WORK ORDER — Leave every picture out, and write out the remaining entries exactly.

RECORDS FOR THIS TASK —
::::
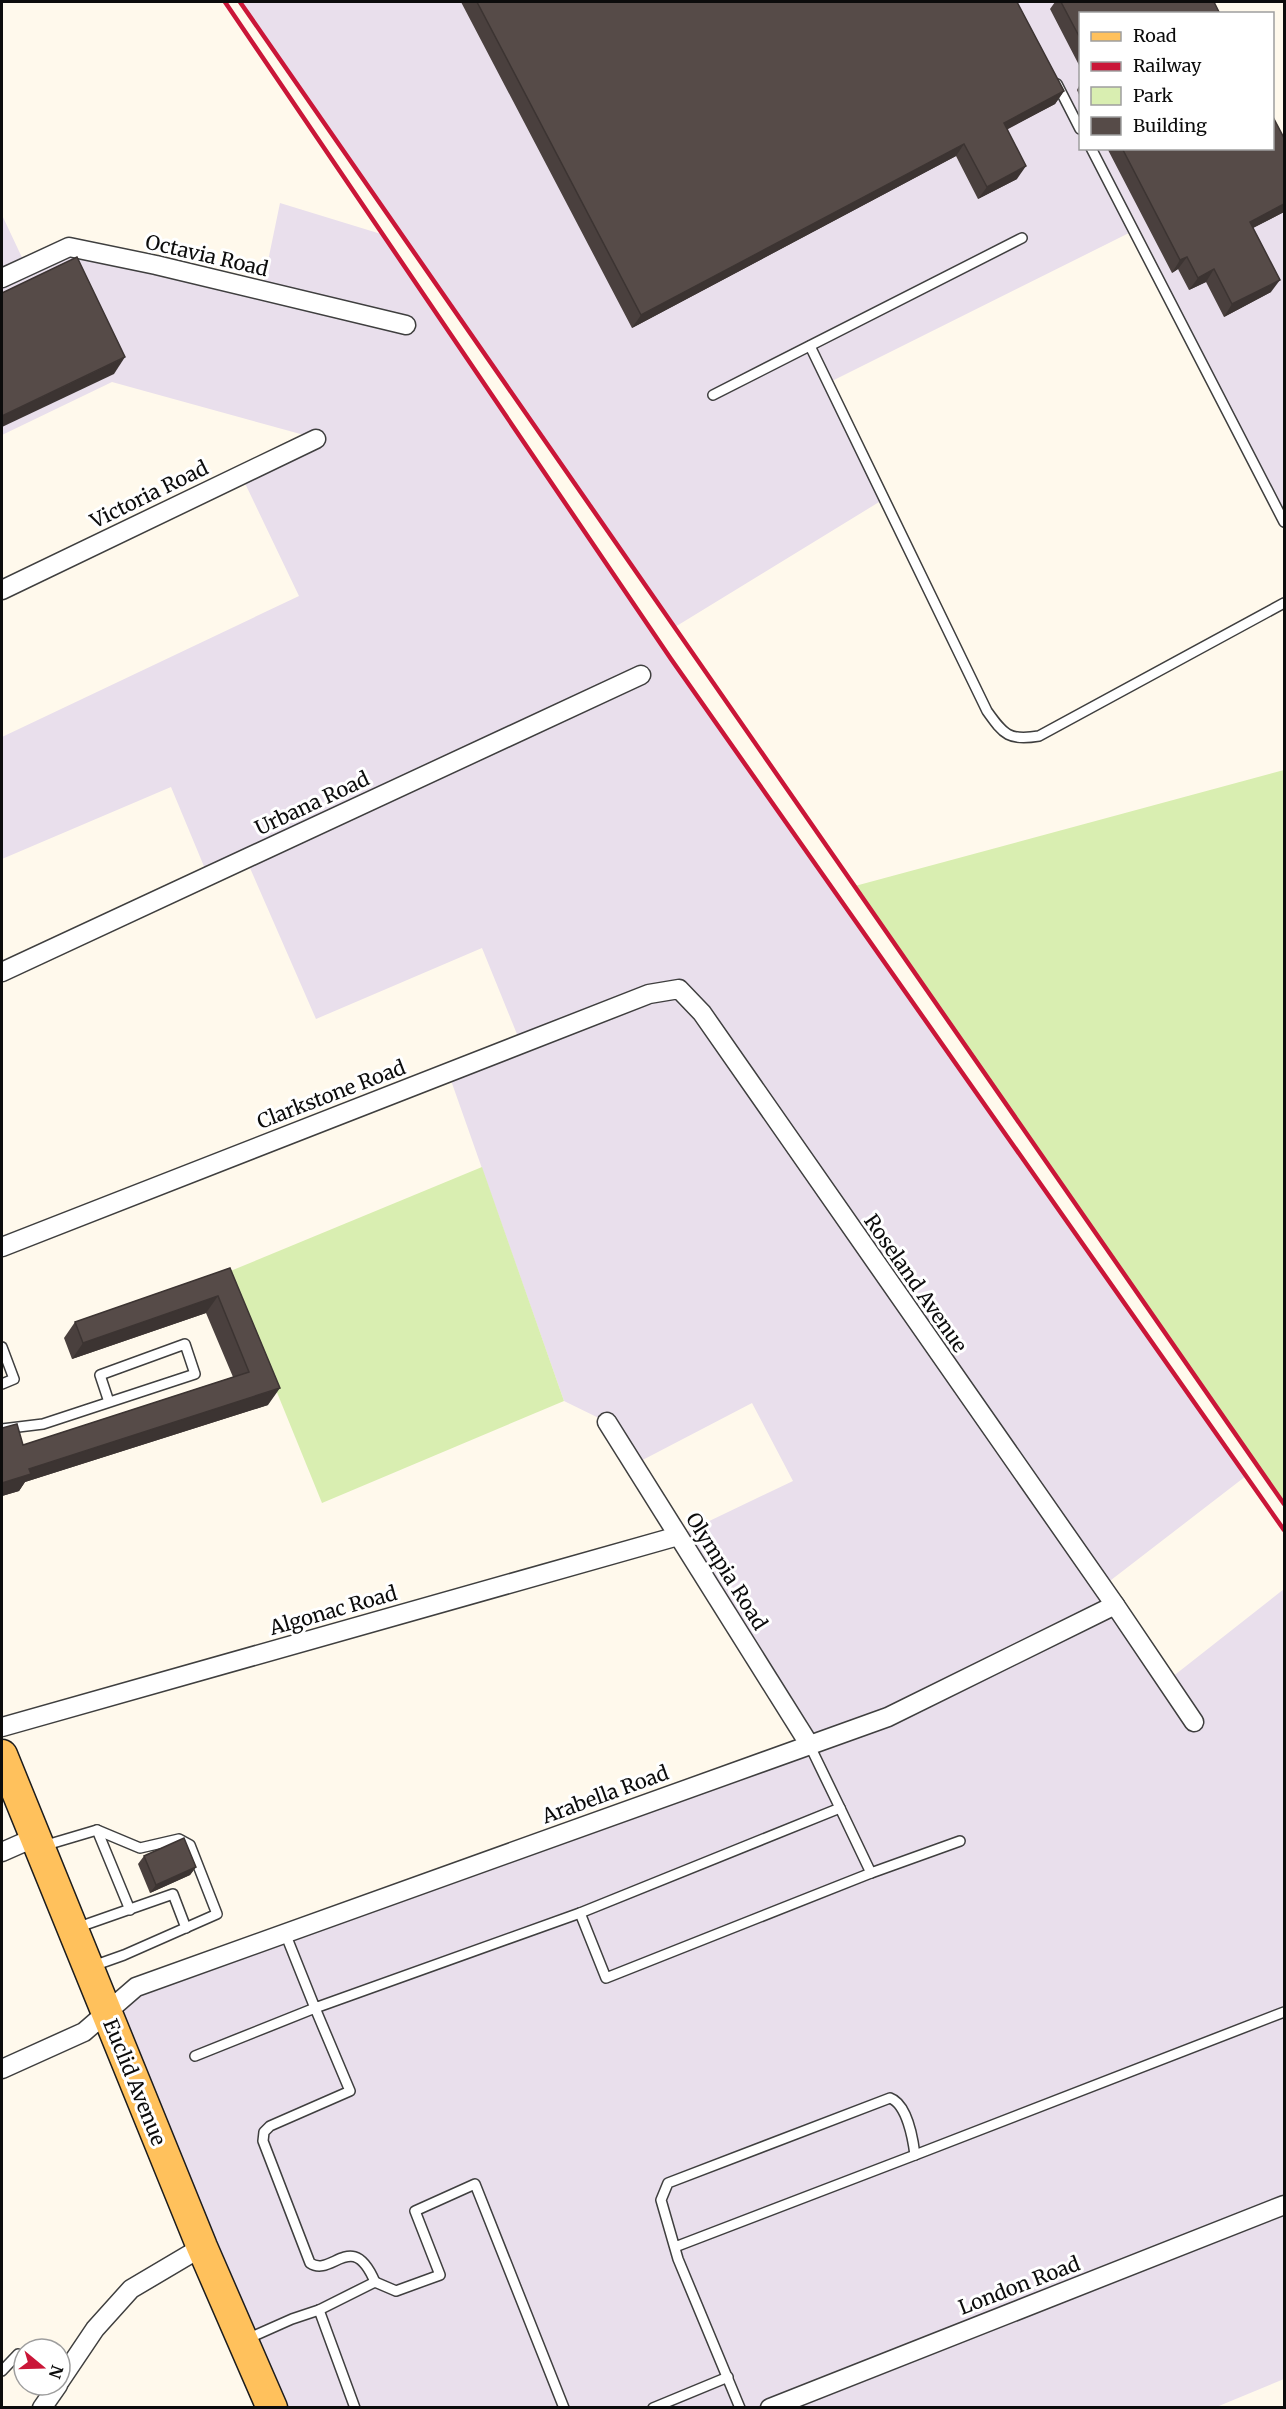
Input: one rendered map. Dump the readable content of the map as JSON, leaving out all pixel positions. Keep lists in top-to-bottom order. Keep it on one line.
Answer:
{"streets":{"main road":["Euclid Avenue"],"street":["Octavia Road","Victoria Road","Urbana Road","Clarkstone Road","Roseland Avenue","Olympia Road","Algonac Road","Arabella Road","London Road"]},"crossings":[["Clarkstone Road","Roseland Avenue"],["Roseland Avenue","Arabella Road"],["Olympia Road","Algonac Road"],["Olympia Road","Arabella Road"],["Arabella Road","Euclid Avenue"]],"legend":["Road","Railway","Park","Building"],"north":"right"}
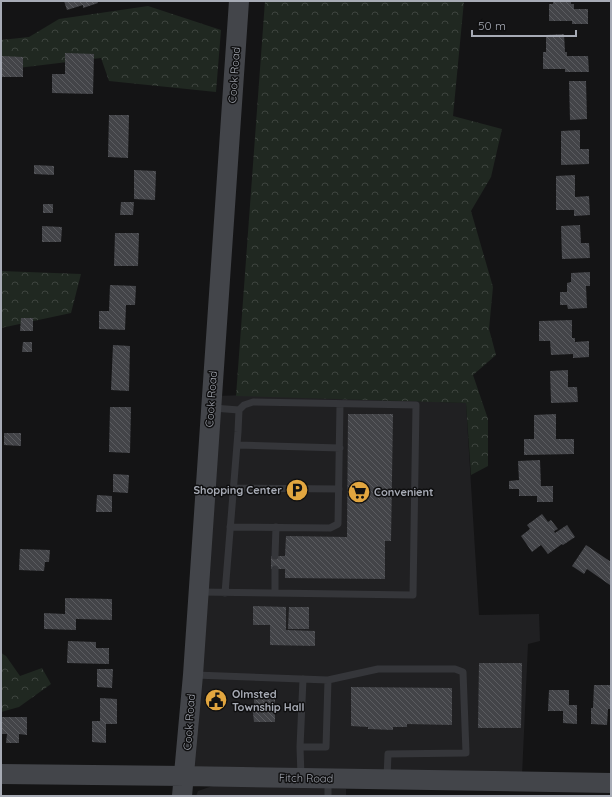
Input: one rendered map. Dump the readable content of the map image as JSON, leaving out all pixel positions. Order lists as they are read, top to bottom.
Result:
::::
TASK RESULT —
Input: one rendered map. Dump the readable content of the map as JSON, leaving out all pixel positions. Keep lists in top-to-bottom order. Keep it on one line.
Answer:
{"streets":{"main road":["Euclid Avenue"],"street":["Octavia Road","Victoria Road","Urbana Road","Clarkstone Road","Roseland Avenue","Olympia Road","Algonac Road","Arabella Road","London Road"]},"crossings":[["Clarkstone Road","Roseland Avenue"],["Roseland Avenue","Arabella Road"],["Olympia Road","Algonac Road"],["Olympia Road","Arabella Road"],["Arabella Road","Euclid Avenue"]],"legend":["Road","Railway","Park","Building"],"north":"right"}
Input: one rendered map. Dump the readable content of the map image as JSON, leaving out all pixel positions. Order lists as they are read, top to bottom.
Result:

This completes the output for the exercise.